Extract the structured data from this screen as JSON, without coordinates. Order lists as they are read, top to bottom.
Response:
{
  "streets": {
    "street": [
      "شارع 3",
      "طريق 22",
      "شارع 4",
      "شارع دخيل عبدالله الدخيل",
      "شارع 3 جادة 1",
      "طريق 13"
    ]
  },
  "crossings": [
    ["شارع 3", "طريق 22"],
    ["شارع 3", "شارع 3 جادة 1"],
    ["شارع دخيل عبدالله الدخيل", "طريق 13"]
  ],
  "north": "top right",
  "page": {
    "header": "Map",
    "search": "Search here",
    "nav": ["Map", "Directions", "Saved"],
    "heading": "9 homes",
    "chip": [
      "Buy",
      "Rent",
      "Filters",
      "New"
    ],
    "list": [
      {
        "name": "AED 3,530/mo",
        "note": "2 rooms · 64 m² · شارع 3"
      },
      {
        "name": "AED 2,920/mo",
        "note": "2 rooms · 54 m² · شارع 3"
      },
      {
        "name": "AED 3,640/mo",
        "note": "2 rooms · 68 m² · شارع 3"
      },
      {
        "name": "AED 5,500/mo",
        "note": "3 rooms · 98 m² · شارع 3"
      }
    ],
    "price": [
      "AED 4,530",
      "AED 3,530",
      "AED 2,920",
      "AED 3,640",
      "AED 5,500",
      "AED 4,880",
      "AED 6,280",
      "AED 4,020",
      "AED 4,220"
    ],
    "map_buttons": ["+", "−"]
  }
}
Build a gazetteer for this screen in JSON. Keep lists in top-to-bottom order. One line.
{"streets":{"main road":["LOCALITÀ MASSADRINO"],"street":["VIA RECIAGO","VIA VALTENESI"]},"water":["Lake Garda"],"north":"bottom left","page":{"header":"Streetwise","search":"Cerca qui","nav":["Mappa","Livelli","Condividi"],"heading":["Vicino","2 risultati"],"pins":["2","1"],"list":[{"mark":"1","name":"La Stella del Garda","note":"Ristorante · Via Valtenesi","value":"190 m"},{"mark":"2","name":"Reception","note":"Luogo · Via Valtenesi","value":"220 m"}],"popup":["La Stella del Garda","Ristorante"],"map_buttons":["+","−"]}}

=-=-=

■ Directions
In full and without alteration, copy the entries.

■ Answer space
Extract the structured data from this screen as JSON, without coordinates. Order lists as they are read, top to bottom.
Response:
{
  "streets": {
    "street": [
      "شارع 3",
      "طريق 22",
      "شارع 4",
      "شارع دخيل عبدالله الدخيل",
      "شارع 3 جادة 1",
      "طريق 13"
    ]
  },
  "crossings": [
    ["شارع 3", "طريق 22"],
    ["شارع 3", "شارع 3 جادة 1"],
    ["شارع دخيل عبدالله الدخيل", "طريق 13"]
  ],
  "north": "top right",
  "page": {
    "header": "Map",
    "search": "Search here",
    "nav": ["Map", "Directions", "Saved"],
    "heading": "9 homes",
    "chip": [
      "Buy",
      "Rent",
      "Filters",
      "New"
    ],
    "list": [
      {
        "name": "AED 3,530/mo",
        "note": "2 rooms · 64 m² · شارع 3"
      },
      {
        "name": "AED 2,920/mo",
        "note": "2 rooms · 54 m² · شارع 3"
      },
      {
        "name": "AED 3,640/mo",
        "note": "2 rooms · 68 m² · شارع 3"
      },
      {
        "name": "AED 5,500/mo",
        "note": "3 rooms · 98 m² · شارع 3"
      }
    ],
    "price": [
      "AED 4,530",
      "AED 3,530",
      "AED 2,920",
      "AED 3,640",
      "AED 5,500",
      "AED 4,880",
      "AED 6,280",
      "AED 4,020",
      "AED 4,220"
    ],
    "map_buttons": ["+", "−"]
  }
}
Build a gazetteer for this screen in JSON. Keep lists in top-to-bottom order. One line.
{"streets":{"main road":["LOCALITÀ MASSADRINO"],"street":["VIA RECIAGO","VIA VALTENESI"]},"water":["Lake Garda"],"north":"bottom left","page":{"header":"Streetwise","search":"Cerca qui","nav":["Mappa","Livelli","Condividi"],"heading":["Vicino","2 risultati"],"pins":["2","1"],"list":[{"mark":"1","name":"La Stella del Garda","note":"Ristorante · Via Valtenesi","value":"190 m"},{"mark":"2","name":"Reception","note":"Luogo · Via Valtenesi","value":"220 m"}],"popup":["La Stella del Garda","Ristorante"],"map_buttons":["+","−"]}}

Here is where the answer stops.